While Respect is currently on display at the Gardiner Museum, part of the project—silk screens created by Muslim women including Al-Shuwehdy—was first exhibited last year at the Carrot Common in Toronto’s east end. Just like the Gardiner Museum, none of the participating women had ever been to the Carrot Common, and their one-day exhibition on the rooftop there proved to be a conversation that they wanted to continue to have.
“I told my husband, this is not the end of this project,” Al-Shuwehdy says.
And she was right.
A year later, a new, younger group of Muslim women began exploring issues of stigma and Islamopohbia through silk screening messages written on hijabs that they designed at the community centre.
Twenty-year-old Fatima Khan, a Ryerson University student whose mother participated in the first phase of the project, jumped at the chance to take her message outside of her own community.
“Me and my friends talk often about what is happening in the world and how we feel about being Muslim in Canadian society,” she says. “But we were never invited to speak openly about this or share with others from outside of our community.”
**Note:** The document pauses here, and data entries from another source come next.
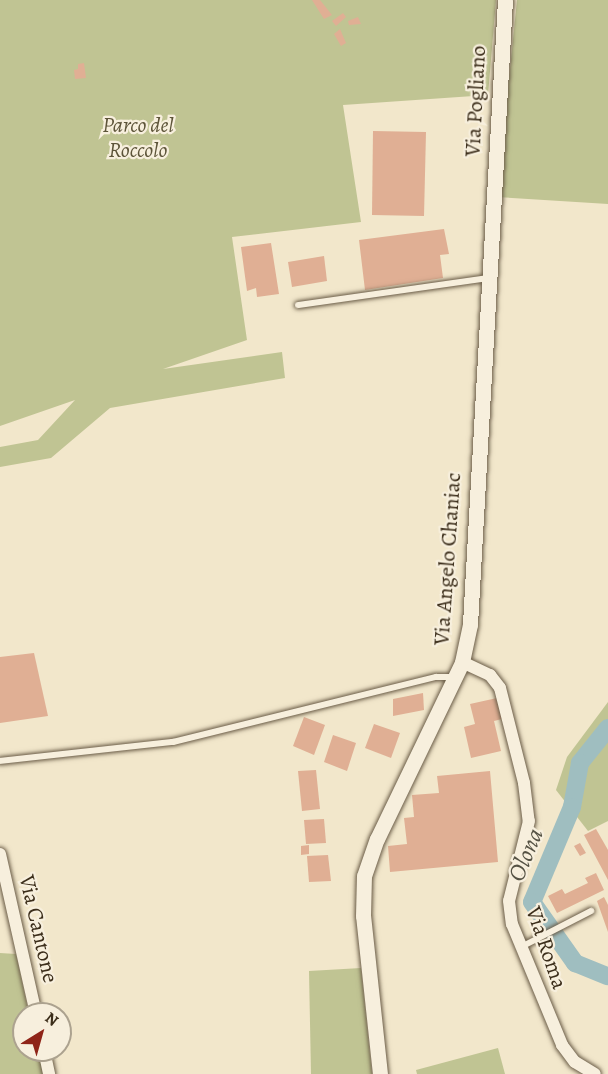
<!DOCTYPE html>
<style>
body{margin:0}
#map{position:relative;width:608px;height:1074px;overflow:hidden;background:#f2e7cb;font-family:Alegreya,serif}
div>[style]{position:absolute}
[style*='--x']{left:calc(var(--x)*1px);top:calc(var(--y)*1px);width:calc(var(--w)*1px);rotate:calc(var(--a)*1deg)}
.green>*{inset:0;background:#c0c493}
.river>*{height:18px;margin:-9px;padding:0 9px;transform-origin:9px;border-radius:9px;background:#9fbec0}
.building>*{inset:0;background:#e0af94}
.roads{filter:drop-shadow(0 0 2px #6a5c47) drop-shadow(0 0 2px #6a5c47)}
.service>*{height:6px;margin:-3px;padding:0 3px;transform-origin:3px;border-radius:3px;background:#f7efdd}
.minor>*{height:12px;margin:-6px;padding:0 6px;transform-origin:6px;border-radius:6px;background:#f7efdd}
.tertiary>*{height:15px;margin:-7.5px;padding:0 7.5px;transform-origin:7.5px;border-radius:7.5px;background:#f7efdd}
span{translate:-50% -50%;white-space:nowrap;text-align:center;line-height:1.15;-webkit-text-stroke:4.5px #f7efdd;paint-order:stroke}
.street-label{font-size:22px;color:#3c2e1b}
.park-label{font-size:22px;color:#5d5439;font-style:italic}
.water-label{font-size:24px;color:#555244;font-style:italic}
.north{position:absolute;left:12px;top:1002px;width:60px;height:60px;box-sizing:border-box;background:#f7efdd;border:2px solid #aca28f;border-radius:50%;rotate:37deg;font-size:16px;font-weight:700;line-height:24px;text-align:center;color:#3c2e1b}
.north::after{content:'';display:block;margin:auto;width:21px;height:27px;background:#8f2418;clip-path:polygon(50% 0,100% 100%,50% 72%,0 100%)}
</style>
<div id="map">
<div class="green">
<i style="clip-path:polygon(0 0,496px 0,488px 95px,343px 105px,361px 222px,232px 237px,247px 340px,163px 369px,282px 352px,285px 378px,110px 408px,51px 458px,0 467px,0 447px,38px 440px,75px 400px,0 426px)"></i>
<i style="clip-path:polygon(517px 0,608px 0,608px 204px,497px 197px)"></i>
<i style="clip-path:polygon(608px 702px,608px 821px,588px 831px,556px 790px,567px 757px)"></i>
<i style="clip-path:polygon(0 953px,16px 954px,29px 1014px,24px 1014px,24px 1050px,38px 1050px,43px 1074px,0 1074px)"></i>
<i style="clip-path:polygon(361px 968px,372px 1074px,311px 1074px,309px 971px)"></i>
<i style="clip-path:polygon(498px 1048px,505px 1074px,417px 1074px,416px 1070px)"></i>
</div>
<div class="river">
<i style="--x:608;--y:728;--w:45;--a:128.7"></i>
<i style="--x:580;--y:763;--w:45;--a:100.3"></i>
<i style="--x:572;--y:807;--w:103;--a:112.8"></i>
<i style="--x:532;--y:902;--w:75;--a:54.8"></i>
<i style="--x:575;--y:963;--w:35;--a:22"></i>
</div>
<div class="building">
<i style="clip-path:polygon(312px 0,320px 0,332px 15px,324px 19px)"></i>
<i style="clip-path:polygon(343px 13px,346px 17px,336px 26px,332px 21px)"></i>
<i style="clip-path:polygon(358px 17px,361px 24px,349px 25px,348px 21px)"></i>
<i style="clip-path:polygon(340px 29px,346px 43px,341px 46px,334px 34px)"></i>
<i style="clip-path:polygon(84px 63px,86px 78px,75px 79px,74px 70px,78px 69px,78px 64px)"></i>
<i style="clip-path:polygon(373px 131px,426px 132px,424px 216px,372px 215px)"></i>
<i style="clip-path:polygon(444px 229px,449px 254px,440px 255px,443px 278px,365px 290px,359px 240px)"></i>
<i style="clip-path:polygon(271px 243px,279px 294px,257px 297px,256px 288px,247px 291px,241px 247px)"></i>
<i style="clip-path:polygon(324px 256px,327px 281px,292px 287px,288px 262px)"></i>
<i style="clip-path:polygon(34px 653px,48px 716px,0 723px,0 657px)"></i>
<i style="clip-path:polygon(423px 693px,424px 710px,393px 716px,393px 699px)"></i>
<i style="clip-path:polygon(497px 698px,502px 719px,494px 721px,501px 751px,471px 758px,464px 727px,475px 724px,470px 704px)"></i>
<i style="clip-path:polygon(304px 717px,325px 725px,314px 755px,293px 746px)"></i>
<i style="clip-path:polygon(374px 724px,400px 733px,391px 758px,365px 748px)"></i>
<i style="clip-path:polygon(333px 735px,356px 743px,347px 771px,324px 762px)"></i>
<i style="clip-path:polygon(316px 770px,320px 809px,302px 811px,298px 771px)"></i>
<i style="clip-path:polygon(490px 771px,498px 862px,390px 872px,388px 846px,407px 844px,404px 818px,414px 817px,412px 795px,439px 793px,437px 776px)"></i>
<i style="clip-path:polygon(324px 819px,326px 843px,306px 844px,304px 820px)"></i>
<i style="clip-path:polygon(596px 829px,608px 850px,608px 880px,584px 835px)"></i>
<i style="clip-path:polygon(580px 843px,586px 853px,580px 856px,574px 846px)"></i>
<i style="clip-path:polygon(309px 845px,309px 854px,301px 855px,301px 846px)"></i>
<i style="clip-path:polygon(328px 855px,331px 881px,309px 882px,307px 856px)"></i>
<i style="clip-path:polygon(596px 873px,604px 890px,557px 913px,548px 896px,562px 889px,565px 894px,588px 883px,585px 878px)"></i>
<i style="clip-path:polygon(604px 897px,608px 905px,608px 932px,597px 901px)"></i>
</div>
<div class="roads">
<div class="service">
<i style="--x:298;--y:305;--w:191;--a:-8.1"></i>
<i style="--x:0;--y:761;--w:174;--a:-6.3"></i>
<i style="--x:173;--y:742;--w:271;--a:-13.9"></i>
<i style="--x:436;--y:677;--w:19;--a:0"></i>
<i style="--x:521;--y:947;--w:79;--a:-27.2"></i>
</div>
<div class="minor">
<i style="--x:462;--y:662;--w:31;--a:25"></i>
<i style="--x:490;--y:675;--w:16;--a:52"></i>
<i style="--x:500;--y:688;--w:98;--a:75.8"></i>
<i style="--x:524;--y:783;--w:38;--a:83"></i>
<i style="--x:529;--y:821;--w:82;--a:104"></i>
<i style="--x:509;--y:901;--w:23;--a:83"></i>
<i style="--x:512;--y:924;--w:131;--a:67.5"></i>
<i style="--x:562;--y:1045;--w:21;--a:53"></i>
<i style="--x:575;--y:1062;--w:23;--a:31"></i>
<i style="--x:0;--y:854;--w:164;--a:77.3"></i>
<i style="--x:44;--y:1050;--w:25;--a:78"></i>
</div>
<div class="tertiary">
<i style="--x:380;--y:1074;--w:159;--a:-96.1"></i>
<i style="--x:363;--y:916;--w:40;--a:-88.6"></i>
<i style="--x:364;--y:876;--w:39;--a:-71"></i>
<i style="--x:377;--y:839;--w:196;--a:-64.3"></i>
<i style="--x:462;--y:662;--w:39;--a:-78"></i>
<i style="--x:470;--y:624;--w:625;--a:-86.79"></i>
</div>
</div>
<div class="street-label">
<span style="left:476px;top:101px;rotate:-87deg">Via Pogliano</span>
<span style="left:448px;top:559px;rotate:-86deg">Via Angelo Chaniac</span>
<span style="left:38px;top:929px;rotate:77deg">Via Cantone</span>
<span style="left:546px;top:948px;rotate:71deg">Via Roma</span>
</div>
<div class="park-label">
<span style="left:138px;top:138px">Parco del<br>Roccolo</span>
</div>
<div class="water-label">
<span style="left:526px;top:855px;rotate:-67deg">Olona</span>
</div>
<div class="north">N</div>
</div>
“When the attacks happened in Paris last year, my mom told me to stop taking the TTC for awhile because she was afraid everybody would blame all Muslims for what happened,” Khan adds.
After the second group of girls were finished their silk screens, Georgis and Karir once again began the difficult task of looking for a space to exhibit the works, stumbling upon the Gardiner Museum.
Through an open call for proposals, the South Riverdale Community and Health Centre applied to be a part of the Gardiner Museum’s summer-long Community Arts Space Program. And while Respect is far unlike the usual clay and ceramics that patrons are used to seeing, the Gardiner Museum was keen to host the exhibit.
“We know how difficult it can be to find space in this city,” says Rachel Weiner, senior communications officer at the Gardiner Museum. “We thought this work was vital and deserved to be seen and so we were happy to fit it into our program.”
Making art accessible to people and communities who wouldn’t normally be attending exhibitions and openings, let alone exhibiting their own works, is what is so transformative about this project. South Riverdale Community Health Centre provided the means and Gardiner Museum provided the space for Muslim women to share their stories and their hopes for a more inclusive and welcoming Toronto. In light of this, a special message from Prime Minister Justin Trudeau will be read at a community celebration of the exhibit Friday.
Respect is on display until Sunday, July 24, and admission is free.